Andrea Ciolli

Personal information
- Date of birth: 20 October 1989 (age 36)
- Place of birth: Grosseto, Italy
- Height: 1.88 m (6 ft 2 in)
- Position: Centre back

Team information
- Current team: Grosseto
- Number: 5

Youth career
- Juventus

Senior career*
- Years: Team / Apps / (Gls)
- 2007–2008: Imperia / 14 / (2)
- 2008: Alessandria / 9 / (0)
- 2008–2010: Pro Vercelli / 34 / (0)
- 2010–2012: Celano / 44 / (0)
- 2012–2015: Asti / 87 / (10)
- 2015–: Grosseto / 106 / (2)

International career^{‡}
- 2015: Italy U16 / 1 / (0)

= Andrea Ciolli =

Italian footballer (born 1989)

Andrea Ciolli (born 20 October 1989) is an Italian professional footballer who plays as a centre back for club Grosseto.

==Club career==
In 2015, he signed for Serie D club Grosseto.

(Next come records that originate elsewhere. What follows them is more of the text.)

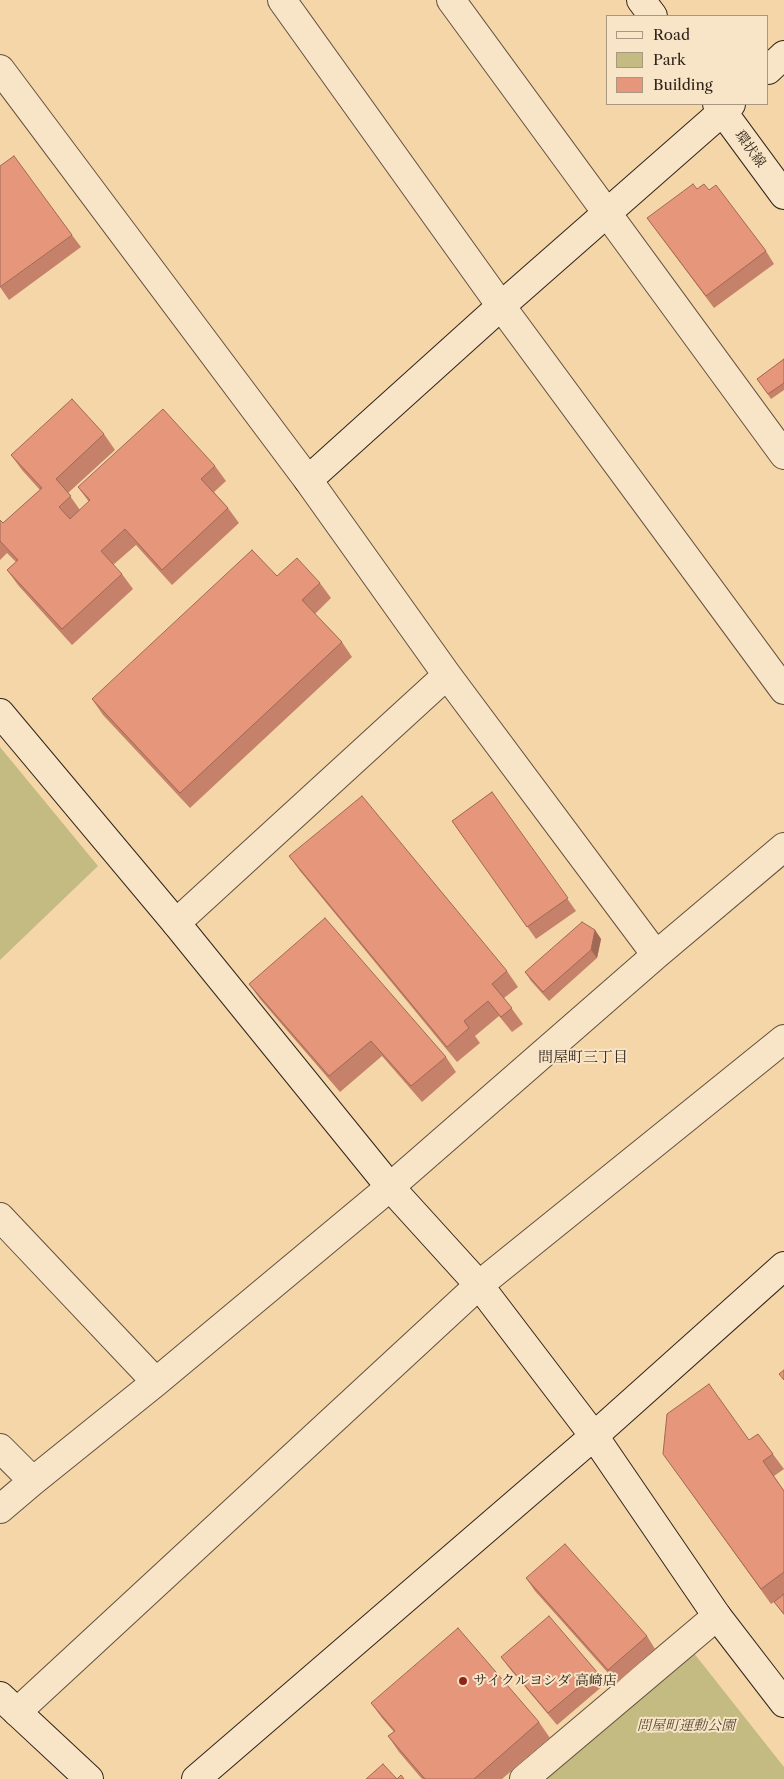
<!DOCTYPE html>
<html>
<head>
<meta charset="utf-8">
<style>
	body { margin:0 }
	#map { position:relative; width:784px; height:1779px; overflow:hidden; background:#f5d6a8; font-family:"Libre Caslon Text",serif }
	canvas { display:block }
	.legend { position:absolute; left:606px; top:15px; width:162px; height:90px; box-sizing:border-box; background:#f8e4c6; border:1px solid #a89882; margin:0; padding:6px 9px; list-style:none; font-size:15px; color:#31251b }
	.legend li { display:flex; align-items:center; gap:10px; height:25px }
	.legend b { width:25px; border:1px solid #a89882 }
</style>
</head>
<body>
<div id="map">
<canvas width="784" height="1779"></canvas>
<ul class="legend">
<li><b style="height:6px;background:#f8e4c6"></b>Road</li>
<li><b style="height:14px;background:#c4bb82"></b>Park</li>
<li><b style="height:14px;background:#e5967b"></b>Building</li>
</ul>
</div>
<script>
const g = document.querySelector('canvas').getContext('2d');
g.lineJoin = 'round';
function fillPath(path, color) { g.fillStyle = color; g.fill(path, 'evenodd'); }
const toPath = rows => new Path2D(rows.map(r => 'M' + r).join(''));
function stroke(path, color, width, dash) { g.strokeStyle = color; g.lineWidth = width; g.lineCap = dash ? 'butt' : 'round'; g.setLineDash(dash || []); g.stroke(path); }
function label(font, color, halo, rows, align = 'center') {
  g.font = font + ' "Libre Caslon Text","Noto Serif JP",serif'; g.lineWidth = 4; g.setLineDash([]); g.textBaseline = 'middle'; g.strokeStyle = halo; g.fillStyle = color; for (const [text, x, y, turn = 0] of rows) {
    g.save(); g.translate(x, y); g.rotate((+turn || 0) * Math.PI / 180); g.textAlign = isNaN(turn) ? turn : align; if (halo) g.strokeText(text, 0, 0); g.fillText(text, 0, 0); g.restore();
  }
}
fillPath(toPath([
	[0,747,98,866,0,960],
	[693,1652,784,1767,784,1779,543,1779]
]), '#c4bb82');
const street = toPath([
	[282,0,501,306,784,690],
	[451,0,784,455],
	[0,69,308,480,447,675,656,955],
	[176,923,447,675],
	[0,1217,156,1382],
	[0,1448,33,1481],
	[0,1509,33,1481,156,1382,390,1187,656,955,784,847],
	[17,1712,479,1285,784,1039],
	[524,1779,717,1616]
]);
const secondary = toPath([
	[641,0,653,16],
	[768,70,784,55],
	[717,104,784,195],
	[308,480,501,306,731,104],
	[0,713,176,923,390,1187,479,1285,594,1436,717,1616,784,1703],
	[0,1696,89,1779],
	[196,1779,594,1436,784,1266]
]);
stroke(street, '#62513e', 30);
stroke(secondary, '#31251b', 30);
stroke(street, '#f8e4c6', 28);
stroke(secondary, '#f8e4c6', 28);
fillPath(toPath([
	[697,189,709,190,766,251,774,264,714,308,647,218],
	[72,235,81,247,9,300,0,287],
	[784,359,784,390,771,399,757,379],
	[104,434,115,450,68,493,80,510,89,502,78,487,215,466,226,481,214,492,228,508,239,523,172,585,136,545,113,565,122,574,133,589,72,645,18,585,7,570,16,562,7,553,0,560,0,520,3,523,40,490,22,470,11,455],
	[277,576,320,583,331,598,315,614,342,642,352,657,190,808,103,715,92,699],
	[492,792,576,911,536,939,452,821],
	[289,856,507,971,518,987,504,998,523,1024,512,1032,499,1016,475,1036,480,1043,457,1062,300,871],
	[595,930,601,939,597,958,549,1001,531,981,525,972],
	[249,984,446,1057,456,1072,422,1102,382,1056,340,1092,260,999],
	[758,1434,784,1469,774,1476,784,1491,784,1615,774,1602,771,1604,674,1469,749,1440],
	[526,1578,647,1636,655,1649,617,1683,535,1591],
	[501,1657,597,1672,605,1684,557,1725,510,1669],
	[371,1703,539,1722,550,1738,502,1779,422,1779,399,1752,388,1736,394,1732,382,1718]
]), '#c5816a');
fillPath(toPath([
	[595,930,601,939,597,958,591,950]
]), '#a06956');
const building = toPath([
	[14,156,72,235,0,287,0,166,14,156],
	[693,184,697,189,704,184,709,190,716,185,766,251,706,296,647,218,693,184],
	[784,359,784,383,768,394,757,379,784,359],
	[72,399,104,434,56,479,71,496,59,507,70,519,90,500,78,487,163,409,215,466,201,479,228,508,162,570,125,529,101,551,122,574,62,629,7,570,18,560,0,541,0,520,3,523,42,488,11,455,72,399],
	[252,550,277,576,297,558,320,583,302,600,342,642,180,793,92,699,252,550],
	[492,792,568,898,527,927,452,821,492,792],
	[362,796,507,971,492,984,512,1008,501,1017,488,1001,464,1021,469,1028,447,1047,289,856,362,796],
	[325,918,446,1057,411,1086,371,1041,329,1076,249,984,325,918],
	[582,922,595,930,591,950,543,992,525,972,582,922],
	[784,1370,784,1380,779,1374,784,1370],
	[709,1384,749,1440,758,1434,773,1454,763,1461,784,1491,784,1572,761,1589,663,1454,667,1414,709,1384],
	[565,1544,647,1636,608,1670,526,1578,565,1544],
	[784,1594,784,1614,774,1602,784,1594],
	[549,1616,597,1672,548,1713,501,1657,549,1616],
	[458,1628,539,1722,474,1779,425,1779,388,1736,395,1731,371,1703,458,1628],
	[383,1764,397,1779,401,1775,404,1779,366,1779,383,1764]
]);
fillPath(building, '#e5967b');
stroke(building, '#a06956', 1);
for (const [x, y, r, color] of [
	[463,1681,5,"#8f2418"]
]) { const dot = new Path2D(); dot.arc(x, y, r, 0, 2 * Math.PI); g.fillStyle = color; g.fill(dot); stroke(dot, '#f8e4c6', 2); }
label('14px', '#31251b', '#f8e4c6', [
	["環状線",750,149,54]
]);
label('14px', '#31251b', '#f8e4c6', [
	["サイクルヨシダ 高崎店",473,1681]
], 'left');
label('italic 14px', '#564a35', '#f8e4c6', [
	["問屋町運動公園",686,1726]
]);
label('15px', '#31251b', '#f8e4c6', [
	["問屋町三丁目",583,1058]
]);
</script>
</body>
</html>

In August 2017, Ciolli briefly retired as a player because of cardiac problems.

After played a relegation on Eccellenza with the club, Ciolli returned to Serie C for the 2020–21 season. In 2020, he was named captain of the team.

==International career==
Ciolli played a match for Italy U16 on 25 April 2005 against Slovakia.